Following the debacle of GameStop's short squeeze, several retail investors still do not understand exactly what happened, and some of them actually believe there was a short ladder attack targetting the stock. 

But what is a short ladder attack? Up until this point in time, no finance professional has ever heard this term. Let’s look at what is behind this new concept, and what we can learn about it.

What is a short ladder attack?

A short ladder attack is a concentrated effort by several entities to manipulate the price of a certain asset or a stock, by shorting it. The idea was popularized following the abrupt decline in GameStop stock right after what seemed like an infinity short squeeze that was about to happen.

The truth is that there are no infinity short squeezes, and eventually GameStop stock price would decline, although some retail investors thought the stock could continue to go up in price indefinitely. 

Although a short ladder attack is still considered a myth by most market participants, there are clearly some situations where “short attacks” are conducted.

What are short attacks?

Short attacks commonly describe situations where a stock is targeted by activist short-sellers. This includes the release of a short report on the company, in order to push the stock price down. 

Perhaps one of the most iconic short attacks ever conducted was when Bill Ackman shorted Herbalife. The short was highly publicized in the media, and eventually attracted other investors who thought the stock should be bought at those levels - Carl Icahn. 

The Herbalife short squeeze shows us exactly how a short ladder attack resembles a myth and a conspiracy theory-fueled narrative that does not have any basis.

Why short ladder attacks are a conspiracy theory?

Whenever there is a transaction in the market there are always two parties, one seller and one buyer. Each has opposing views, and that is how the market operates. Stock prices move due to consensus among market participants. There could be more market participants that believe a certain stock should go up. However, they do not control most of the capital. 

This is how the conspiracy theory surrounding GameStop started. Retail investors who poured their hard-earned savings into the stock failed to understand that the market reflects the consensus of those that have the most capital to deploy.

If a stock is down, it means that most of the money in the market thinks it should go down. What the Herbalife short squeeze shows us is that whenever there is a discrepancy between the value of a certain security, and a “short attack” other investors will come in and buy the stock. Unless they feel that the company is not worth that much money. 

That is why the GameStop short squeeze was short-lived. The company reached a totally unrealistic valuation that could not attract any more buyers. Due to the overvaluation short sellers piled in, believing the company was worth a lot less than the market price.

Although it may seem like there are some evil hedge fund managers pulling strings behind the market, and manipulating stock prices to benefit themselves, this is impossible. If the stock should be higher, there would be other hedge funds looking to start long positions on the stock. 

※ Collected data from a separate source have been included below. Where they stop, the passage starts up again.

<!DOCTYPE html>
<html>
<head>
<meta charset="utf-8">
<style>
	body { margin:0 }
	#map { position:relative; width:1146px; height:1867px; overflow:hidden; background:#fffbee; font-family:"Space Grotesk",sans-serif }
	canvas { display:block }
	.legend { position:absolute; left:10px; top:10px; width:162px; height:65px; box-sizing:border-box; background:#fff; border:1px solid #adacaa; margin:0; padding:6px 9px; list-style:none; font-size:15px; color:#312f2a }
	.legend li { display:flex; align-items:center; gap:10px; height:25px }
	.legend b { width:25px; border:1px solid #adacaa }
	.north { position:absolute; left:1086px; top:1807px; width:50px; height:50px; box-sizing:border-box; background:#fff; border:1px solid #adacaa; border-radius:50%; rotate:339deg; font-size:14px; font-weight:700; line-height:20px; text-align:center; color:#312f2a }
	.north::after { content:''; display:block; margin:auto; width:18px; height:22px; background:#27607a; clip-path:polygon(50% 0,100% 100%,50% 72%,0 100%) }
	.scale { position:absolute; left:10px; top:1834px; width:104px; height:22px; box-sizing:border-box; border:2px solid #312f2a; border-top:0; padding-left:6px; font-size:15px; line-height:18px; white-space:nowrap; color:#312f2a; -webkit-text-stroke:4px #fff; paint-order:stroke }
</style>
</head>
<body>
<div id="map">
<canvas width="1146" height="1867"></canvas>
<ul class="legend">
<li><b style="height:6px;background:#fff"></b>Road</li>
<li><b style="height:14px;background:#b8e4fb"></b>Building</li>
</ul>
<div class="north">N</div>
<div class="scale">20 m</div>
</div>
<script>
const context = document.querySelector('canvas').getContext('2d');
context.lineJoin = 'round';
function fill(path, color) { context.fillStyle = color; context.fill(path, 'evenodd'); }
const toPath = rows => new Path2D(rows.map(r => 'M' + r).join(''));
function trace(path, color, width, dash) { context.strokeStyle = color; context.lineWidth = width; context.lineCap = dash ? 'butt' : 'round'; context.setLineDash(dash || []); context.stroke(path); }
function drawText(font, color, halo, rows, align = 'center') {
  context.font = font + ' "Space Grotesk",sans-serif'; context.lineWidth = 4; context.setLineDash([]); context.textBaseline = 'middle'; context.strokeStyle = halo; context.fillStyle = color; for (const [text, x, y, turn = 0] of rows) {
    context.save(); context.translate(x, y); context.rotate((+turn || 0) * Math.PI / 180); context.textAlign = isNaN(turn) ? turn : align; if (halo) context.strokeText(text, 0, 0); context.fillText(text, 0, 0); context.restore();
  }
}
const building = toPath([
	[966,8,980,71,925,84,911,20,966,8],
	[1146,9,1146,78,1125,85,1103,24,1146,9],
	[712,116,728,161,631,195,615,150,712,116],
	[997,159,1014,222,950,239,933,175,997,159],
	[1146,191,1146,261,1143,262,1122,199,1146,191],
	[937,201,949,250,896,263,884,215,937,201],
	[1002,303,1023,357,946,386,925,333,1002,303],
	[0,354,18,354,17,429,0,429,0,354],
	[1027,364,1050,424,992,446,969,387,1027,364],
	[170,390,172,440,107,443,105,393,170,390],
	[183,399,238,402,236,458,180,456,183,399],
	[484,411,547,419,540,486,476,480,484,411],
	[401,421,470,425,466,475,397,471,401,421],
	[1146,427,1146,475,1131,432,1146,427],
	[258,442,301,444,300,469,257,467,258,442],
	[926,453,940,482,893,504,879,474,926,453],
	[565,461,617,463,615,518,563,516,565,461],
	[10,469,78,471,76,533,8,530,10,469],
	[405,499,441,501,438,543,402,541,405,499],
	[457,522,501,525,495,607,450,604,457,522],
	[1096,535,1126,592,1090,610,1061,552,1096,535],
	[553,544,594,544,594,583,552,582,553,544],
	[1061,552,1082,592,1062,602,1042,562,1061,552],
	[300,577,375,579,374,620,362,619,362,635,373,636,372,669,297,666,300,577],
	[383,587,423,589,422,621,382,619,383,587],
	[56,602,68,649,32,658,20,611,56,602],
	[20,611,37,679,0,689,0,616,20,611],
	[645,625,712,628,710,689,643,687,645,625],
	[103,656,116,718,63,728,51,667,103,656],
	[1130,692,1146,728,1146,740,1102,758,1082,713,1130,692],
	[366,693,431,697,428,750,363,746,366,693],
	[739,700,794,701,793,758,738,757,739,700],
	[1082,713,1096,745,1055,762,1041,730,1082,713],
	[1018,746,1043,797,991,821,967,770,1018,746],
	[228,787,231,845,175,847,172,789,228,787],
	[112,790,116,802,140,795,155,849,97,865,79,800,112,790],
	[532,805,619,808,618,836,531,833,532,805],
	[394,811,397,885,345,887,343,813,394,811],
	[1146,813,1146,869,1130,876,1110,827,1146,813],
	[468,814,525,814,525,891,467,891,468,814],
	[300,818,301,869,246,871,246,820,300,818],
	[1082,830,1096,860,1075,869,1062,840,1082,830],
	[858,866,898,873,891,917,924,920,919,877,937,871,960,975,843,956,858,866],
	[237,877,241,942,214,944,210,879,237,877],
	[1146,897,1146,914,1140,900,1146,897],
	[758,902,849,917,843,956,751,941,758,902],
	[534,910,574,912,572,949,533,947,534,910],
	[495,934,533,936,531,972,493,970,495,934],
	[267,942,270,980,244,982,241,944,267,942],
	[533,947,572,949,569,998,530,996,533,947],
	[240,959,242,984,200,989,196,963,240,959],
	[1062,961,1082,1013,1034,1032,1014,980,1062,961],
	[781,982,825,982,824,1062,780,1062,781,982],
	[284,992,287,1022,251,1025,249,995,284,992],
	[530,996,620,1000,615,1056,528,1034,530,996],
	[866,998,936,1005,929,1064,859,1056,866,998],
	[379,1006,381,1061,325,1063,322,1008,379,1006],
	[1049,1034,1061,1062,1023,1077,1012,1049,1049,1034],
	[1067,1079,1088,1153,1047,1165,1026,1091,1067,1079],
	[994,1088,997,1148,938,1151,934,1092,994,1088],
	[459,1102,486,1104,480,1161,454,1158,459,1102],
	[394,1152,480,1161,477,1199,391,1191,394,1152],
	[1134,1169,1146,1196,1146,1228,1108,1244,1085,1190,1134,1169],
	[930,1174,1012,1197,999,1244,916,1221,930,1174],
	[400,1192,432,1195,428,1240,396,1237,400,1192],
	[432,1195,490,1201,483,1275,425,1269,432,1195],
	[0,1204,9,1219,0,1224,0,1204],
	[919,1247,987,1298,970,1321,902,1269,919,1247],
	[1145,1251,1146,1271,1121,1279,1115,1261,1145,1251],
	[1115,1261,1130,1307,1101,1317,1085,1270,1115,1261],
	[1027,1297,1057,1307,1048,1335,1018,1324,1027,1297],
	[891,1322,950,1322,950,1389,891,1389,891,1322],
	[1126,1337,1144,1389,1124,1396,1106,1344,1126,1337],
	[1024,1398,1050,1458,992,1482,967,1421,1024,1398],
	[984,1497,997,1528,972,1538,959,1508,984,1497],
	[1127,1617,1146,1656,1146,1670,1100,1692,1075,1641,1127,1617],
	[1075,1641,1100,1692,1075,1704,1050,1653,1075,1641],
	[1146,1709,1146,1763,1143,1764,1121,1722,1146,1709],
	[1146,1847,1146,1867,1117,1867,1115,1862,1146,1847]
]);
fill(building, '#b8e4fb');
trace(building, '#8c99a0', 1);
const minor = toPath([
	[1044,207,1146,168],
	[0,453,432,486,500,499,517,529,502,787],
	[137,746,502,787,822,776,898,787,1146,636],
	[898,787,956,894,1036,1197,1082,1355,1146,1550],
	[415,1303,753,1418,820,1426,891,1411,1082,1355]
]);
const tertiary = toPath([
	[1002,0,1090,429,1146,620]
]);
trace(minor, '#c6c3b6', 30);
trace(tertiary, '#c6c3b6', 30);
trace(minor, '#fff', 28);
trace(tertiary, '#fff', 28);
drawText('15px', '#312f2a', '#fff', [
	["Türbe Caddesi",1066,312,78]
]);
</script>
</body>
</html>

Some retail investors even believe that these short ladder attacks were conducted on several stocks beyond GameStop like AMC and Bed Bath and Beyond. This makes this claim even more implausible since it would be nearly impossible to manipulate the price of one security let alone several.

How do you get rid of short-sellers?

It is impossible to get rid of short-sellers unless the government bans short-selling. It has happened in the past, during the 2008 financial crisis short selling financial stocks was banned for a brief period. 

Although the SEC advocated that it was trying to protect investors and the market, the reality is that these financial stocks immediately started climbing higher. Leaving many investors that were short financials with huge losses. 

Although the situation was unique, it seemed like the SEC took abrupt measures that were unjustified. 

“You can’t change the rules of the game while the game is going on.”

During the 2020 stock market crash, short selling was also banned in European markets, with some regulators advocating that short sellers were driving prices lower. However, there were clear consequences to the European markets, especially when compared with other markets that had no restrictions on short selling.

Every market participant should be thankful that short selling exists because short sellers are extremely important.

Are short ladder attacks legal?

No, even if short ladder attacks were real they would still be legal. In the same way that the GameStop short squeeze was not illegal. If there is a concentrated effort by several investors to drive the price of a stock up, and that is not illegal, why would it be illegal for other investors to do the opposite thing and drive the price down?

What is illegal is to publicly share false information about a company, and then benefit from it by shorting the stock. This is what is called a short-and-distort, and the SEC has charged individuals in the past due to this.

Are short ladder attacks real?

There is no clear answer to this question. Since there is no evidence that short ladder attacks on stocks like GameStop, AMC, and Bed Bath and Beyond are real. The key point is that even if these short ladder attacks were real, they would be no different than the Reddit attempt to push meme stocks higher. If “long ladder attacks” are not real, why would “short ladder attacks” be real?


Although there is still a lot of speculation surrounding short ladder attacks, the reality is that they are nothing but a conspiracy theory. In order to deem this kind of attack illegal, you would also have to ban the opposite.

What seemed like a short ladder attack on GME was nothing but investors selling and taking profits. While traders took sizeable short positions to benefit from the expected decline. As the prices decline a lot of investors fearing even more declines started selling, and those who were trading with margin started getting margin calls. This is another reason why you should avoid investing or trading with margin since it can put you in debt.